| Problem to solve |
State the number of lines in the following material that contain the string "Burgundenweg", and nothing else.

| Records provided |
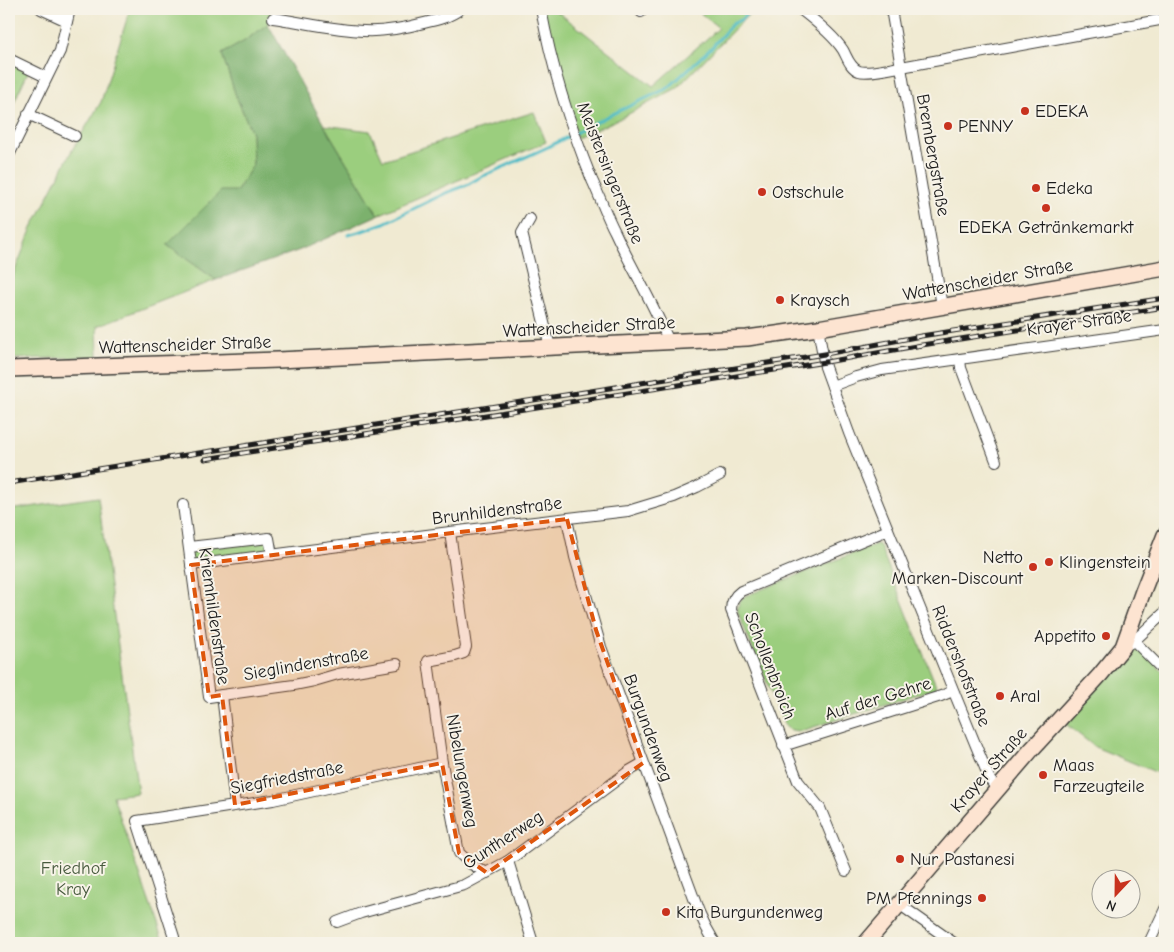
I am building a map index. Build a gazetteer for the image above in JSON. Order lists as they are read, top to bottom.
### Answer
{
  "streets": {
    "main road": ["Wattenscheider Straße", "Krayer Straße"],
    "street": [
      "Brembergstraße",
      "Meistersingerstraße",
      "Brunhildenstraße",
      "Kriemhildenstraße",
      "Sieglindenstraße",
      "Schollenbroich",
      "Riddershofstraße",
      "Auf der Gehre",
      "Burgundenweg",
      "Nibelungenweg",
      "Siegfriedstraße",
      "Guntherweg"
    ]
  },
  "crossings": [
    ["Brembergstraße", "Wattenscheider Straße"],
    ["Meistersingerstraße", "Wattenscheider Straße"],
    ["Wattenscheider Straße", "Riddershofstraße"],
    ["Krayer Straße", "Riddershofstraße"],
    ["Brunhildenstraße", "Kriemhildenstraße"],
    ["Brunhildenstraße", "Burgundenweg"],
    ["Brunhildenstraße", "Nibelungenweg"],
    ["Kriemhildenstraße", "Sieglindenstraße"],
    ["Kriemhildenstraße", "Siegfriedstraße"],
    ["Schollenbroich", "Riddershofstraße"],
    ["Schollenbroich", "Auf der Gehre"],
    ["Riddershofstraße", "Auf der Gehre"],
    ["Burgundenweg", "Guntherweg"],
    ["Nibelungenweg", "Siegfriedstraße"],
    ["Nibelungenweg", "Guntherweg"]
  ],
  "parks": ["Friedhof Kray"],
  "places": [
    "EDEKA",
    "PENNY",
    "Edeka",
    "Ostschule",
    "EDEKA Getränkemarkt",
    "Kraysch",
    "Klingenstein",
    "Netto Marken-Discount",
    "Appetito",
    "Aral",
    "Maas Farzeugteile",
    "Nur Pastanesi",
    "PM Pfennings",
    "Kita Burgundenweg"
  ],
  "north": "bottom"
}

| Output for this exercise |
4